Although triple-negative breast cancers behave aggressively and typically are associated with early relapse, it is unlikely to occur 8 or more years after diagnosis. Adjuvant chemotherapy is usually effective and is the standard of care for triple-negative breast cancers. In studies of patients with triple-negative breast cancer who received neoadjuvant chemotherapy, patients who had a pathologic complete response had a good prognosis.

“Given the risk of relapse despite modern chemotherapy, a great deal of research interest centers on improved systemic therapy,” Carey said.
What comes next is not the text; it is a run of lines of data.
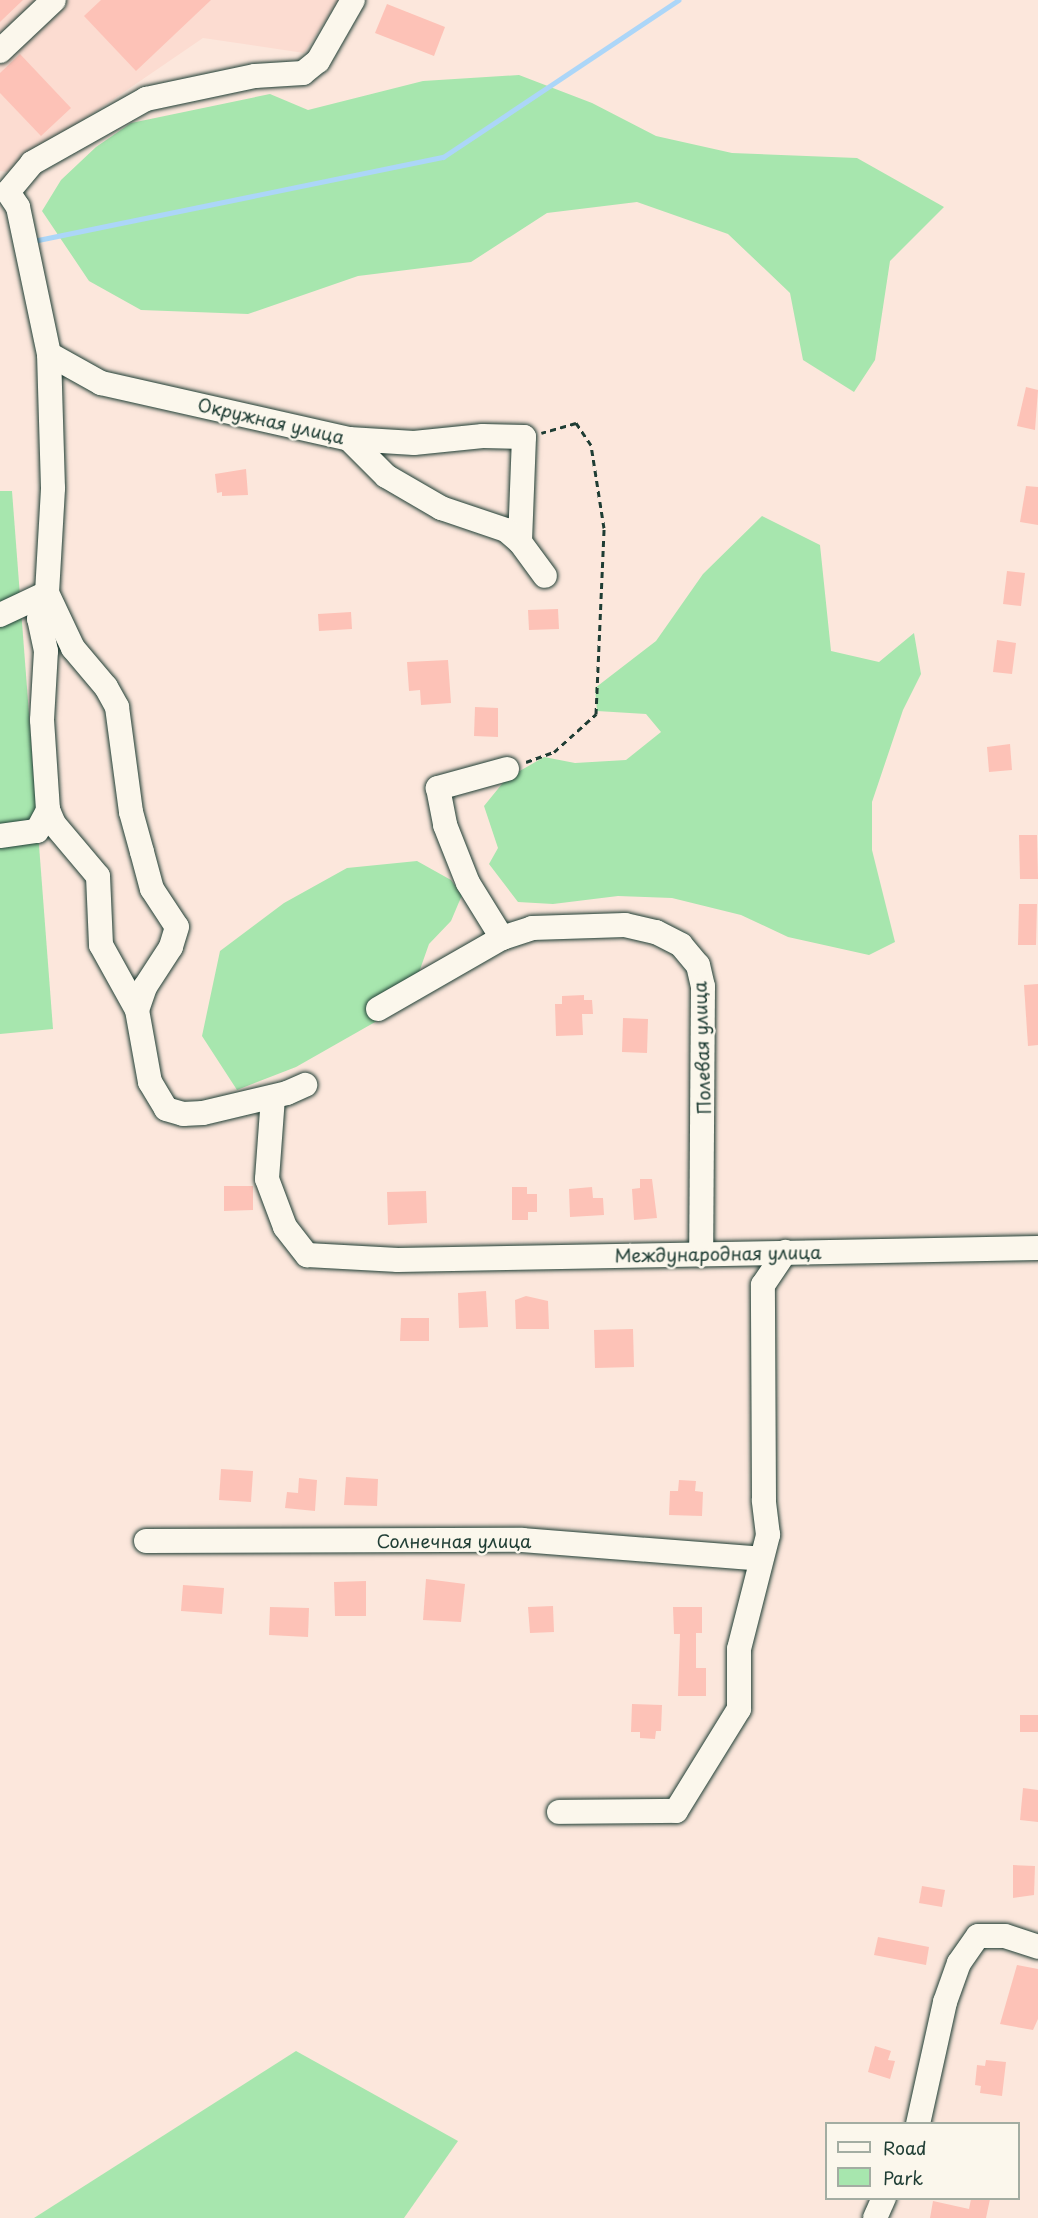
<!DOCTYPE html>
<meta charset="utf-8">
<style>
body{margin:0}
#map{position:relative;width:1038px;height:2218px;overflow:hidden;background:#fce7dc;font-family:"Playpen Sans",sans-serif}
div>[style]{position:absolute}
.built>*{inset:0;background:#fcdcd1}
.green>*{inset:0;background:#a7e6ae}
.stream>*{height:5px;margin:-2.5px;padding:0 2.5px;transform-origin:2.5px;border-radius:2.5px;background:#acd6f8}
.building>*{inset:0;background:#fdc2b7}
.path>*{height:3px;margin-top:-1.5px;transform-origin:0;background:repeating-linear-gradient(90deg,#1f3d34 0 6px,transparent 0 10.5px)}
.roads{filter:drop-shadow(0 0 2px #1f3d34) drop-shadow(0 0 2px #1f3d34)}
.minor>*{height:24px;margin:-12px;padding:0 12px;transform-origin:12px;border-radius:12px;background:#fbf7ec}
span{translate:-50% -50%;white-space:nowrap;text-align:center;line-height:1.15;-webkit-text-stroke:5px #fbf7ec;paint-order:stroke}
.street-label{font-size:18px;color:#1f3d34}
.legend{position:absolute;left:825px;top:2122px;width:195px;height:78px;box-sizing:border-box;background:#fbf7ec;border:2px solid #a3ada2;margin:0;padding:8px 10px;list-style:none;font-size:18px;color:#1f3d34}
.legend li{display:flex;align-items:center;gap:12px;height:30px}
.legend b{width:30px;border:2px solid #a3ada2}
</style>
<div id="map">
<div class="built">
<i style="clip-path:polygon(0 0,339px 0,304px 53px,203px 38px,7px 172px,0 171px)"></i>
</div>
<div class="green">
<i style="clip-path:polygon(519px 75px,592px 103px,656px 136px,732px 153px,857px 158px,944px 207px,890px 261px,875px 360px,854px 392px,803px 360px,790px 293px,728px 234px,637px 202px,547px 213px,471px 262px,358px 276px,248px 314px,141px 310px,89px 281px,42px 211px,61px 180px,96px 147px,131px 123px,270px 94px,308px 110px,423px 81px)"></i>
<i style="clip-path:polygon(0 491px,12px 491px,53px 1029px,0 1034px)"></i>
<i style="clip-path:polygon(762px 516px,820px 545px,831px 651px,879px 662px,914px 633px,921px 674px,903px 710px,872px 802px,872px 850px,895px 942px,869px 955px,788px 937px,741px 915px,672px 898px,618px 896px,553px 904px,518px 902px,489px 864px,498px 848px,484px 806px,506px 779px,544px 757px,575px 763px,626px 760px,661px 732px,646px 714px,597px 711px,595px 688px,656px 641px,703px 574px)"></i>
<i style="clip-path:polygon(417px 861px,451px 880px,462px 895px,451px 921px,429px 944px,417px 978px,398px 1009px,296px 1067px,237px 1090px,202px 1036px,220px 951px,284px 903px,347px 868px)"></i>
<i style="clip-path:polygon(296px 2051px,458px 2141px,404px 2218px,34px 2218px)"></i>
</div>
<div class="stream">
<i style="left:33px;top:241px;width:419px;rotate:-11.6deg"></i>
<i style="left:443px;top:157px;width:283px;rotate:-33.7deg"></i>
</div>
<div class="building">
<i style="clip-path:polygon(0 0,23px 0,0 22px)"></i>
<i style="clip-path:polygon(101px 0,211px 0,136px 71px,84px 16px)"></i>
<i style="clip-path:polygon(387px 4px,445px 27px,434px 56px,375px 33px)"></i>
<i style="clip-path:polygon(20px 54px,71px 108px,41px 136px,0 93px,0 73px)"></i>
<i style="clip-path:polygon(1026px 387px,1038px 390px,1035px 430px,1017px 426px)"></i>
<i style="clip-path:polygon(246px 469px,248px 495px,222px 496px,222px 492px,217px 493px,215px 474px)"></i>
<i style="clip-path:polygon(1026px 486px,1038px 487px,1038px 525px,1020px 522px)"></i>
<i style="clip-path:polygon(1007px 571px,1025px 573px,1021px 606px,1003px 604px)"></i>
<i style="clip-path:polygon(558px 609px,559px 629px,529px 630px,528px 610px)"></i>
<i style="clip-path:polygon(351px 612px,352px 629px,319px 631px,318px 614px)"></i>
<i style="clip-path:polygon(997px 640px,1016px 643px,1012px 674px,993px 672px)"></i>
<i style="clip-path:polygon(448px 660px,451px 703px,421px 705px,420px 690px,409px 691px,407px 662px)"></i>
<i style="clip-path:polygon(475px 707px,498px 708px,498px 737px,474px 736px)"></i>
<i style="clip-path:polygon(1010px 744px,1012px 770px,989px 772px,987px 747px)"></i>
<i style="clip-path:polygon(1019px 835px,1037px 835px,1038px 879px,1020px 879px)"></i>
<i style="clip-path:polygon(1019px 904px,1037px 904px,1036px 945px,1018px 945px)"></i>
<i style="clip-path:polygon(1038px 984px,1038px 1045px,1028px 1046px,1024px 985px)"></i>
<i style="clip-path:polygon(584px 995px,584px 1000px,592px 1000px,593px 1014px,582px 1014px,583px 1035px,556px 1036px,555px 1004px,562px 1004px,562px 996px)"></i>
<i style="clip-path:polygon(623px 1018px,648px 1019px,647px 1053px,622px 1052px)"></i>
<i style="clip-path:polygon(640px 1179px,652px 1179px,657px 1218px,634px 1220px,632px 1189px,640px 1188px)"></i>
<i style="clip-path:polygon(224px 1186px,253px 1186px,253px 1210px,224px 1211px)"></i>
<i style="clip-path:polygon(512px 1187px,527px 1187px,527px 1194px,537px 1194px,537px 1212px,528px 1212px,528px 1220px,512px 1220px)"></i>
<i style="clip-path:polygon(592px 1187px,593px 1198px,603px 1198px,604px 1215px,570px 1217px,569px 1189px)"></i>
<i style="clip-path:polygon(426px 1191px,427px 1223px,388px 1225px,387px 1192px)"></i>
<i style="clip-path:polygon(486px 1291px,488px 1327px,459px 1328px,458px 1293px)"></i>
<i style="clip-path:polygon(526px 1296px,548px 1301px,549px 1329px,516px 1329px,515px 1300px)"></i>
<i style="clip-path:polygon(401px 1318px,429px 1318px,429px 1341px,400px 1341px)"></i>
<i style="clip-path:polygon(633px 1329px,634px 1367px,595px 1368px,594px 1330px)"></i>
<i style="clip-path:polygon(221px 1469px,253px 1471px,251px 1502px,219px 1500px)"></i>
<i style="clip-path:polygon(346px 1477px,378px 1479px,377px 1506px,344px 1505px)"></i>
<i style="clip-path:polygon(299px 1478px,317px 1480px,315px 1511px,285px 1508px,287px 1492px,298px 1493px)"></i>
<i style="clip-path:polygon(679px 1480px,696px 1481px,695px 1491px,703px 1492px,702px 1516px,669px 1515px,670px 1491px,678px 1491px)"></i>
<i style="clip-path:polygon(426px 1579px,465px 1584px,461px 1622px,423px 1620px)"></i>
<i style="clip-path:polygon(366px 1581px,366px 1616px,335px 1616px,334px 1582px)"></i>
<i style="clip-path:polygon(183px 1585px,224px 1588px,222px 1614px,181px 1611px)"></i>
<i style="clip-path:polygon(553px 1606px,554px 1632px,530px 1633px,528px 1607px)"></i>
<i style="clip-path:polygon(270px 1607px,309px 1608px,308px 1637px,269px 1635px)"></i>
<i style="clip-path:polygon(673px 1607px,702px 1607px,702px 1633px,696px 1633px,696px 1668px,706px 1668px,706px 1696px,678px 1696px,680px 1634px,674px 1634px)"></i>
<i style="clip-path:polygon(632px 1704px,662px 1705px,661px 1731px,656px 1731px,655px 1739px,640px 1738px,640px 1732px,631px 1732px)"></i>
<i style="clip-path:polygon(1020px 1715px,1038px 1715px,1038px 1732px,1020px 1732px)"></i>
<i style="clip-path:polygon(1023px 1788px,1038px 1790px,1038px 1822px,1020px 1820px)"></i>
<i style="clip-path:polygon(1013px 1865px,1035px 1866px,1034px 1895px,1013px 1898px)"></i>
<i style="clip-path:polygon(922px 1886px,945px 1890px,942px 1907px,919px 1903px)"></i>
<i style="clip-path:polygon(878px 1937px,929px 1947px,926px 1965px,874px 1955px)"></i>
<i style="clip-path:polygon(1017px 1965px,1038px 1969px,1038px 2019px,1033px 2030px,1000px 2024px)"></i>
<i style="clip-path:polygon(875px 2046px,891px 2051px,888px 2060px,895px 2061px,890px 2079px,868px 2072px)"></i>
<i style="clip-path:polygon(986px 2060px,1006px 2062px,1002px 2096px,980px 2093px,981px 2086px,975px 2085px,977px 2065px,985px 2066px)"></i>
<i style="clip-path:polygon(971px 2199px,990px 2199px,986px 2218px,930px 2218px,933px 2201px,969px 2209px)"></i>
</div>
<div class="path">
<i style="left:526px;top:762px;width:30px;rotate:-20deg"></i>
<i style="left:554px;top:752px;width:57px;rotate:-42.1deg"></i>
<i style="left:596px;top:714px;width:186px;rotate:-87.5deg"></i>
<i style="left:604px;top:528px;width:84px;rotate:-98.9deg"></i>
<i style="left:591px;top:445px;width:27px;rotate:-124deg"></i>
<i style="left:576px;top:423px;width:36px;rotate:164deg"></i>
</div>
<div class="roads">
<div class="minor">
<i style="left:0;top:51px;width:74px;rotate:-43.4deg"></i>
<i style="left:8px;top:192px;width:18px;rotate:56deg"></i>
<i style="left:18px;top:207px;width:150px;rotate:78.1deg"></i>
<i style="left:49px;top:354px;width:60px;rotate:29.1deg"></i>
<i style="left:101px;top:383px;width:254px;rotate:12.7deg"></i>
<i style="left:349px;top:439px;width:65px;rotate:3.5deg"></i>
<i style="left:414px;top:443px;width:69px;rotate:-5.8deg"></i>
<i style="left:483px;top:436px;width:41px;rotate:1.4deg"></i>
<i style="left:524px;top:437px;width:105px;rotate:92.2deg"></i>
<i style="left:520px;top:542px;width:42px;rotate:53.7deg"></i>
<i style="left:8px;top:192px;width:38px;rotate:-50deg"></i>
<i style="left:32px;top:163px;width:131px;rotate:-29.3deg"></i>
<i style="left:146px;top:99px;width:111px;rotate:-11.9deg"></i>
<i style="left:255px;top:76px;width:48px;rotate:-3.6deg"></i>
<i style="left:303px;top:73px;width:19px;rotate:-39deg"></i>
<i style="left:318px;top:61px;width:70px;rotate:-60.2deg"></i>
<i style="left:349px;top:439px;width:52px;rotate:45deg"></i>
<i style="left:386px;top:476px;width:64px;rotate:30.2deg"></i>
<i style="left:441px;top:508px;width:69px;rotate:18.7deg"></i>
<i style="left:506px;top:530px;width:18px;rotate:41deg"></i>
<i style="left:0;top:615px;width:52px;rotate:-25.1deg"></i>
<i style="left:47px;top:593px;width:61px;rotate:64.7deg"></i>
<i style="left:73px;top:648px;width:51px;rotate:49.8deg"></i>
<i style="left:106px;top:687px;width:23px;rotate:61deg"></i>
<i style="left:117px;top:707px;width:106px;rotate:82.4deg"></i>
<i style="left:131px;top:812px;width:41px;rotate:74.6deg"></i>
<i style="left:142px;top:852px;width:38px;rotate:75deg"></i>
<i style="left:152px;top:889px;width:45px;rotate:56.7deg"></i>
<i style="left:177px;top:927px;width:21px;rotate:107deg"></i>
<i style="left:171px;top:947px;width:48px;rotate:123deg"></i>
<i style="left:145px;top:987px;width:24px;rotate:109deg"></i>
<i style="left:507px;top:769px;width:72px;rotate:164.6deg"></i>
<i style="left:438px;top:788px;width:38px;rotate:79deg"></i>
<i style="left:445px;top:825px;width:62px;rotate:68.4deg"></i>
<i style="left:468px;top:883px;width:65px;rotate:58.3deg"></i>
<i style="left:502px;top:938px;width:32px;rotate:-18deg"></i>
<i style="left:532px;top:928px;width:93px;rotate:-1.8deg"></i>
<i style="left:625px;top:925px;width:32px;rotate:13deg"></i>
<i style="left:656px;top:932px;width:28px;rotate:27deg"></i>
<i style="left:681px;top:945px;width:26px;rotate:50deg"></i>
<i style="left:698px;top:965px;width:22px;rotate:77deg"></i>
<i style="left:703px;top:986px;width:269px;rotate:90.4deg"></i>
<i style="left:48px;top:810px;width:15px;rotate:67deg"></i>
<i style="left:54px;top:824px;width:68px;rotate:49.8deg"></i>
<i style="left:98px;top:876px;width:69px;rotate:87.5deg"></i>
<i style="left:101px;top:945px;width:74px;rotate:61deg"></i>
<i style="left:137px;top:1010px;width:73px;rotate:79.8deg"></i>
<i style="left:150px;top:1082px;width:31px;rotate:59deg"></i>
<i style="left:166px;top:1109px;width:18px;rotate:16deg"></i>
<i style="left:183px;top:1114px;width:20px;rotate:-3deg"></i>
<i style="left:203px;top:1113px;width:86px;rotate:-13.4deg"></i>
<i style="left:287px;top:1093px;width:20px;rotate:-24deg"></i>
<i style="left:0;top:836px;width:37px;rotate:-8deg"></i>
<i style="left:37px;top:831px;width:24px;rotate:-62deg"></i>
<i style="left:48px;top:810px;width:90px;rotate:-93.8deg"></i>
<i style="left:42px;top:720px;width:69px;rotate:-86.7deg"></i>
<i style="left:46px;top:651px;width:33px;rotate:-102deg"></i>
<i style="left:39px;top:619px;width:27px;rotate:-73deg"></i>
<i style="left:47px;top:593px;width:105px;rotate:-86.7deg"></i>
<i style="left:53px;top:488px;width:134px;rotate:-91.7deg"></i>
<i style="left:378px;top:1009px;width:143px;rotate:-29.8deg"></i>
<i style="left:273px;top:1097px;width:82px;rotate:94.2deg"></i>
<i style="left:267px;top:1179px;width:51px;rotate:69.4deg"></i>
<i style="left:285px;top:1227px;width:36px;rotate:52deg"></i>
<i style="left:307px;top:1255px;width:91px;rotate:3.1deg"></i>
<i style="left:398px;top:1260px;width:640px;rotate:-1.07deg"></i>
<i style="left:146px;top:1541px;width:376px;rotate:-0.2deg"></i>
<i style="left:522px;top:1540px;width:240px;rotate:4.5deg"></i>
<i style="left:559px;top:1812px;width:117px;rotate:-0.5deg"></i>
<i style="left:676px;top:1811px;width:120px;rotate:-58.3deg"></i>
<i style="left:739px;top:1709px;width:60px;rotate:-90deg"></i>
<i style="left:739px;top:1649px;width:118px;rotate:-75.7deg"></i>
<i style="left:768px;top:1535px;width:35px;rotate:-97deg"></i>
<i style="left:764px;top:1500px;width:215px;rotate:-90.3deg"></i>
<i style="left:763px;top:1285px;width:40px;rotate:-56deg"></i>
<i style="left:918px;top:2124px;width:125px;rotate:-77.5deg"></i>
<i style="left:945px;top:2002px;width:41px;rotate:-70.3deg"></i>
<i style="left:959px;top:1963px;width:33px;rotate:-55deg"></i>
<i style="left:978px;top:1936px;width:27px"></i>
<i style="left:1005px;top:1936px;width:35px;rotate:18deg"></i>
<i style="left:875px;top:2218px;width:22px;rotate:-66deg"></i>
</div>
</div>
<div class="street-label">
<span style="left:271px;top:421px;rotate:13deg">Окружная улица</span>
<span style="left:702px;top:1048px;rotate:-92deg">Полевая улица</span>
<span style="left:718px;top:1254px;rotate:-1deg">Международная улица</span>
<span style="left:454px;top:1541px">Солнечная улица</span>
</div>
<ul class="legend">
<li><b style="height:8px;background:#fbf7ec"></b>Road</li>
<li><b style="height:16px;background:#a7e6ae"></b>Park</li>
</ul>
</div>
One treatment option being studied is the addition of bevacizumab (Avastin, Genentech) to paclitaxel. In a randomized, phase 3 trial in patients with stage IV breast cancer, a subset of patients with triple-negative breast cancer had a PFS of 11.4 months when given paclitaxel plus bevacizumab vs. 6.11 months with paclitaxel alone.

Currently, there are ongoing studies that are examining the role of epidermal growth factor receptor inhibitors, Src kinase inhibitors and mammalian target of rapamycin inhibitors. However, the most exciting agents under investigation, according to Carey, are poly (ADP-ribose) polymerase (PARP) inhibitors. The PARP inhibitor iniparib (BiPar Sciences) significantly improved response rate, PFS and OS when added to gemcitabine (Gemzar, Lilly) and carboplatin in a randomized, phase 2 trial.

Another PARP inhibitor, olaparib (AstraZeneca), has shown promise in patients with triple-negative breast cancer who have BRCA1 or BRCA2 mutations. The overall response rate was 41% in patients who received 400 mg of olaparib twice a day.